Handa kesulitan menelan makanan di mulutnya, dia menundukkan kepala dan memejamkan matanya. Sekuat tenaga Handa berusaha menenangkan dirinya.
"Aku jarang berada di sini berkumpul dengan kalian, waktu berkumpul pun juga tidak lama, aku hanya tidak ingin waktu itu habis hanya untuk perdebatan yang tidak berguna," jawab Handa.
"Habiskan makanan kalian!" Marini berusaha menengahi Handa dan Hanin.
"Hilang nafsu makan Hanin, ma." Jawab Hanin singkat sambil melangkah meninggalkan kursinya.
"Makan Nin, kamu harus menjaga kesehatanmu untuk hari pernikahanmu." Nasihat Gunadi, yang dari tadi hanya diam.
"Jika papa peduli padaku, pada pernikahanku, mengapa papa mengundang dia?" cecar Hanin yang kembali mendekati meja makan.
"Namanya Handa, dia adikmu, keluarga kita juga. Dia harus ada disetiap acara penting di keluarga kita." Gunadi berusaha memberi pengertian pada Hanin.
"Tapi tidak pernikahanku." Dengan penuh amarah Hanin menyangkal apa yang menjadi kehendak sang ayah. "Mengapa papa tidak tanya dulu padaku?"
"Handa itu adikmu satu-satunya Nin, apa kata orang jika dia tidak ada di hari pernikahanmu nanti." Gunadi memberi penjelasan pada Hanin, alasan dia mengundang Handa.
"Maaf, aku sudah di sini, aku hanya mengunjungi kedua orang tuaku, aku tidak akan menghadiri pernikahanmu. Santai saja!" jawab Handa dengan tenang.
"Apa? Kau akan tetap di sini?" Hanin tampak sudah tidak bisa mengendalikan emosinya. "Setelah kau mengambil papaku, kau ambil mamaku, apa kau akan tetap di sini untuk mengambil calon suamiku?"
"Apa-apaan ini?" Handa bingung dengan apa yang diucapkan Hanin. "Aku tidak pernah mengambil apapun darimu."
Kemarahan Hanin semakin menjadi, dia meraih gelas di depannya dan menyiramkan air putih ke muka Handa. "Cuci mukamu yang sok suci itu!"
Handa segera berdiri, tangannya meraih piring yang ada sisa bumbu kuning dan menyiramkanya ke Hanin. "Cuci hatimu yang penuh kebencian itu! Selama ini aku diam, aku terima harus pergi dari rumah ini, mengapa Mbak Hanin belum puas juga? Mbak Hanin mau aku bagaimana?"
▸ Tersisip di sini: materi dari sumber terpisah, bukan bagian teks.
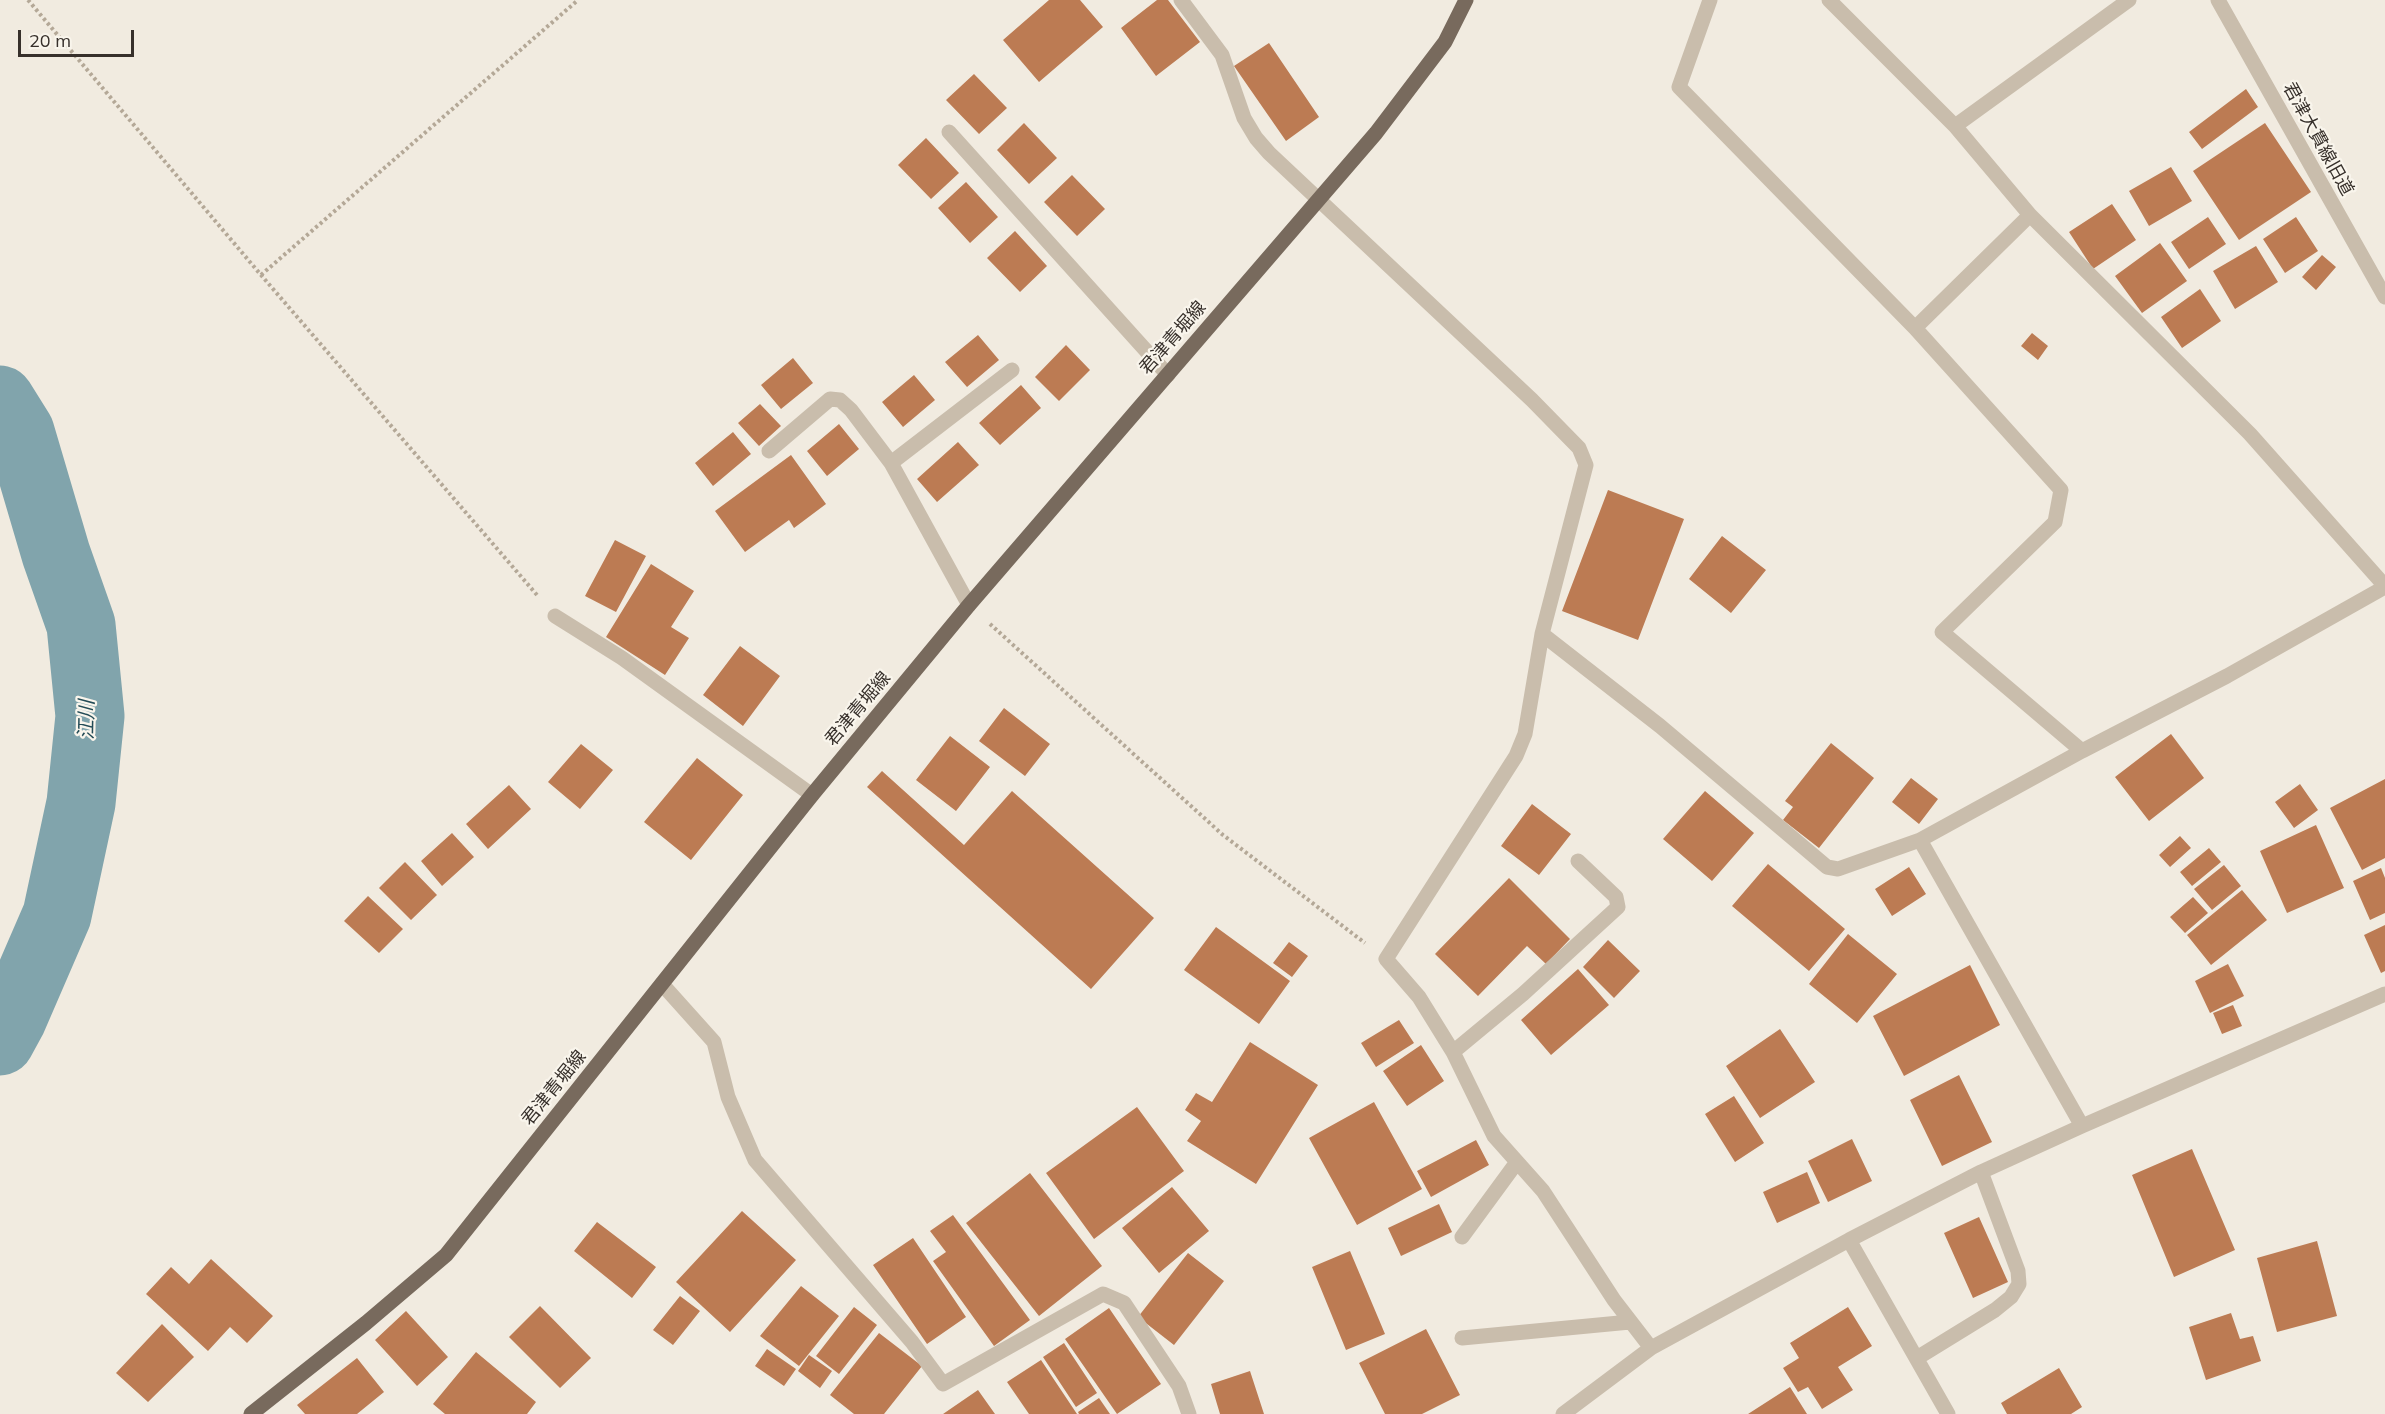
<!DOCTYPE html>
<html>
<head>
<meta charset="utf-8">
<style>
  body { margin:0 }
  #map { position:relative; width:2385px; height:1414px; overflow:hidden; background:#f1ebe0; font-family:Mulish,sans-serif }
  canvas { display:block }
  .scale { position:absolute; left:18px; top:30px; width:116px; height:27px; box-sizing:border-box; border:3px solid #37302b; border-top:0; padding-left:8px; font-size:18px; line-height:21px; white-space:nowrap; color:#37302b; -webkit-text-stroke:4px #f9f5ec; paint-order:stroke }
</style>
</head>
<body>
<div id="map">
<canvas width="2385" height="1414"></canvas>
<div class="scale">20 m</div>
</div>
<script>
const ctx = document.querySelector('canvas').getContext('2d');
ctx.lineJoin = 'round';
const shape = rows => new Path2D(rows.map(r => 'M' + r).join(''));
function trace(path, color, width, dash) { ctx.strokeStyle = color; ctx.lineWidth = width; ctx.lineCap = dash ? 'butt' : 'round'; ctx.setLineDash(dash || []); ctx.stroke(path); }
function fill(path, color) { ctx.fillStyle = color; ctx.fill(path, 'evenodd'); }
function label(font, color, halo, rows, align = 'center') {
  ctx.font = font + ' Mulish,"Noto Sans JP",sans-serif'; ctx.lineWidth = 4.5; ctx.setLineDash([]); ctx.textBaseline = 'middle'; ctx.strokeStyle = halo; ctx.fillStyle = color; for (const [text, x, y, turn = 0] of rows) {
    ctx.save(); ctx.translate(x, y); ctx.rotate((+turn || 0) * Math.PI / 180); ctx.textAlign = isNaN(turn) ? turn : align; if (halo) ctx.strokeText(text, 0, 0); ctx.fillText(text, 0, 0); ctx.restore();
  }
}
const river = shape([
  [0,400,20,432,56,554,81,625,90,716,81,803,57,915,12,1019,0,1041]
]);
const building = shape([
  [1049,0,1080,0,1103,27,1039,82,1003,40],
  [1157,0,1168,0,1200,42,1156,76,1121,28],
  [1269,43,1319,117,1286,141,1234,66],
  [974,74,1007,108,979,134,946,100],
  [2246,89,2258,107,2202,149,2189,132],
  [1024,123,1057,158,1029,184,997,150],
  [2265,123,2311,192,2239,240,2193,171],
  [926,138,959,173,931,199,898,165],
  [2171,167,2192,201,2149,226,2129,191],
  [1072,175,1105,209,1077,236,1044,202],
  [966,182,998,217,970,243,938,208],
  [2112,204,2136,240,2093,269,2069,232],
  [2208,217,2226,244,2189,269,2171,242],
  [2296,217,2318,251,2285,273,2263,239],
  [1015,231,1047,266,1020,292,987,258],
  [2160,243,2187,281,2142,313,2115,276],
  [2256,246,2278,282,2235,309,2213,271],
  [2322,255,2336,267,2316,290,2302,277],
  [2200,289,2221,321,2182,348,2161,317],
  [2032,333,2048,346,2038,360,2021,346],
  [978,335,999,360,967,387,945,362],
  [1066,345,1090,370,1059,401,1035,377],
  [793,358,813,383,781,409,761,385],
  [914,375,935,400,903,427,882,402],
  [1021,385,1041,408,1000,445,979,423],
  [760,404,781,426,759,446,738,423],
  [839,424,859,449,827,476,807,451],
  [733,432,751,454,713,486,695,463],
  [958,442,979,465,937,502,917,479],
  [791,455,826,504,794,528,789,520,745,552,715,511],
  [1608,490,1684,519,1638,640,1562,611],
  [1722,536,1766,570,1731,613,1689,579],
  [615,540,646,556,616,612,585,596],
  [651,564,694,591,671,627,689,638,665,675,606,637],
  [740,646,780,676,743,726,703,695],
  [1004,708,1050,744,1025,776,979,741],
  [2171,734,2204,778,2149,821,2115,777],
  [950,736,990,767,956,811,916,780],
  [1831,743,1874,778,1819,848,1783,820,1793,807,1785,801],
  [581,744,613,770,580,809,548,782],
  [697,758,743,795,691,860,644,822],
  [882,771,964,845,1012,791,1154,918,1091,989,867,787],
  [1911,778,1938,799,1919,824,1892,802],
  [2385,779,2385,858,2362,870,2330,808],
  [2300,784,2318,810,2294,828,2275,802],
  [509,785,531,809,488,849,466,824],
  [1705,791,1754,833,1712,881,1663,839],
  [1532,804,1571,834,1539,875,1501,846],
  [2316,825,2344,888,2287,913,2260,851],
  [452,833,474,857,442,886,421,861],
  [2180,836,2191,848,2170,867,2159,855],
  [2209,848,2221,862,2192,886,2180,872],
  [405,862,437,895,411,920,379,888],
  [1768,864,1845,929,1809,971,1732,906],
  [2224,865,2241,886,2212,910,2194,889],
  [1909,867,1926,894,1892,916,1875,889],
  [2381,868,2385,878,2385,913,2370,920,2353,881],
  [1509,878,1570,939,1546,964,1527,946,1478,996,1435,954],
  [2242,890,2267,920,2211,965,2187,935],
  [368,896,403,929,379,953,344,921],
  [2193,897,2208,913,2185,933,2170,917],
  [2385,925,2385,971,2381,973,2364,935],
  [1216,927,1290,981,1259,1024,1184,970],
  [1848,934,1897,974,1857,1023,1809,984],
  [1608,940,1640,971,1614,998,1583,967],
  [1289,942,1308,956,1292,977,1273,963],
  [2228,964,2244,996,2210,1013,2195,981],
  [1970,965,2000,1025,1904,1076,1873,1016],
  [1578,969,1609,1005,1551,1055,1521,1020],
  [2233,1005,2242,1026,2222,1034,2213,1013],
  [1399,1020,1414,1043,1376,1067,1361,1043],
  [1780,1029,1815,1082,1760,1118,1726,1066],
  [1250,1042,1318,1085,1256,1184,1187,1141,1201,1121,1185,1110,1196,1093,1212,1102],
  [1421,1045,1444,1081,1407,1106,1383,1071],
  [1959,1075,1992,1142,1942,1166,1910,1100],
  [1734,1096,1764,1143,1735,1162,1705,1114],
  [1374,1102,1422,1189,1357,1225,1309,1138],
  [1137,1107,1184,1171,1094,1239,1046,1173],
  [1852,1139,1872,1181,1828,1202,1808,1161],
  [1476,1140,1489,1165,1431,1197,1417,1171],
  [2192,1149,2235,1250,2174,1277,2132,1175],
  [1807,1172,1820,1203,1777,1223,1763,1192],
  [1030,1173,1102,1266,1039,1316,966,1223],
  [1172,1187,1209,1231,1159,1273,1122,1228],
  [1439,1204,1452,1232,1401,1256,1388,1228],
  [742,1211,796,1260,730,1332,676,1282],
  [953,1215,1030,1320,994,1346,933,1261,946,1252,930,1231],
  [1979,1217,2008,1282,1973,1298,1944,1233],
  [597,1222,656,1267,632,1298,574,1251],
  [913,1238,966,1317,927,1344,873,1265],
  [2317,1241,2337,1316,2277,1332,2257,1258],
  [1350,1251,1385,1334,1346,1350,1312,1267],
  [1188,1253,1224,1281,1174,1345,1138,1317],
  [211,1259,273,1316,247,1343,230,1327,208,1351,146,1294,171,1267,189,1284],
  [801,1286,839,1316,799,1366,760,1336],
  [680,1296,700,1311,673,1345,653,1330],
  [540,1306,591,1358,560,1388,509,1337],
  [854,1307,877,1325,839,1374,816,1356],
  [1848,1307,1872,1346,1838,1367,1853,1390,1822,1409,1808,1387,1798,1392,1783,1368,1799,1358,1790,1343],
  [1109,1308,1161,1384,1117,1414,1065,1339],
  [406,1311,448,1357,417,1386,375,1340],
  [2231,1313,2240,1339,2253,1336,2261,1361,2206,1380,2189,1327],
  [162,1324,194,1357,148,1402,116,1373],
  [1426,1329,1460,1395,1422,1414,1385,1414,1359,1363],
  [879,1333,922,1366,884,1414,854,1414,830,1395],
  [1064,1343,1097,1393,1076,1407,1043,1357],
  [767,1349,796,1369,784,1386,755,1366],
  [476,1352,536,1402,527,1414,445,1414,433,1404],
  [809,1355,832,1371,820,1388,798,1371],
  [357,1358,384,1392,357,1414,305,1414,297,1405],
  [1041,1360,1077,1414,1029,1414,1007,1382],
  [2059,1368,2082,1407,2071,1414,2007,1414,2001,1403],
  [1250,1371,1264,1414,1220,1414,1211,1384],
  [1790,1387,1807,1414,1748,1414],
  [978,1390,995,1414,943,1414],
  [1099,1398,1110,1414,1079,1414,1078,1412]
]);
const path = shape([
  [28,0,261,275,537,595],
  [261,275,578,0],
  [990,624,1223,835,1365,943]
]);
const minor = shape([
  [1181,0,1222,55,1244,118,1256,138,1269,153,1532,400,1579,448,1586,465,1542,634,1525,734,1516,756,1386,959,1419,997,1453,1052,1494,1136,1543,1191,1614,1300,1651,1348],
  [1710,0,1679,87,1915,328,2061,490,2055,522,1942,632,2082,751],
  [1829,0,1955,126,2030,215,2250,434,2385,586],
  [2218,0,2385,297],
  [1955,126,2129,0],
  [949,132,1168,375],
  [1915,328,2030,215],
  [769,451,830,399,840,400,851,410,891,463,969,605],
  [891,463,1012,370],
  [555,616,622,658,812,795],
  [1542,634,1660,726,1827,867,1838,869,1920,840,2082,751,2227,676,2385,587],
  [1920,840,2082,1126],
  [662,984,714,1042,728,1097,755,1160,912,1342,943,1384,1103,1294,1124,1303,1179,1386,1189,1414],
  [1453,1052,1523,994,1618,907,1616,897,1578,861],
  [1462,1237,1517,1162],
  [1849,1240,1948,1414],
  [1462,1338,1630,1322],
  [1917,1358,1995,1310,2011,1297,2019,1284,2018,1271,1981,1172],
  [1563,1414,1651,1348,1849,1240,1981,1172,2082,1126,2385,994]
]);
const major = shape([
  [251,1414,366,1323,446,1255,812,795,969,605,1376,133,1445,42,1466,0]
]);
const streetNames = [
  ["君津大貫線旧道",2318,139,61],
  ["君津青堀線",1173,338,-49],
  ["君津青堀線",858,709,-50],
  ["君津青堀線",554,1088,-51]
];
const waterNames = [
  ["江川",87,720,-89]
];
trace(river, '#81a4ac', 69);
fill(building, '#bc7b53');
trace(path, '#b4a897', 4, [3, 3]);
trace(minor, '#c9bdac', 15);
trace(major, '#786a5d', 15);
label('18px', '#37302b', '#f9f5ec', streetNames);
label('italic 20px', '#234b56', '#f9f5ec', waterNames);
</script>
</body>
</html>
Hanin menjerit karena wajah dan pakaiannya kotor oleh kuah bumbu kuning.
"Apa yang kalian lakukan?" Marini marah melihat apa yang dilakukan kedua anaknya. "Mama capek-capek masak dan kalian menghancurkannya."
"Maaf Ma." Handa mengelap wajahnya yang basah, ia tampak sangat menyesal karena tidak dapat mengendalikan emosinya menghadapi Hanin.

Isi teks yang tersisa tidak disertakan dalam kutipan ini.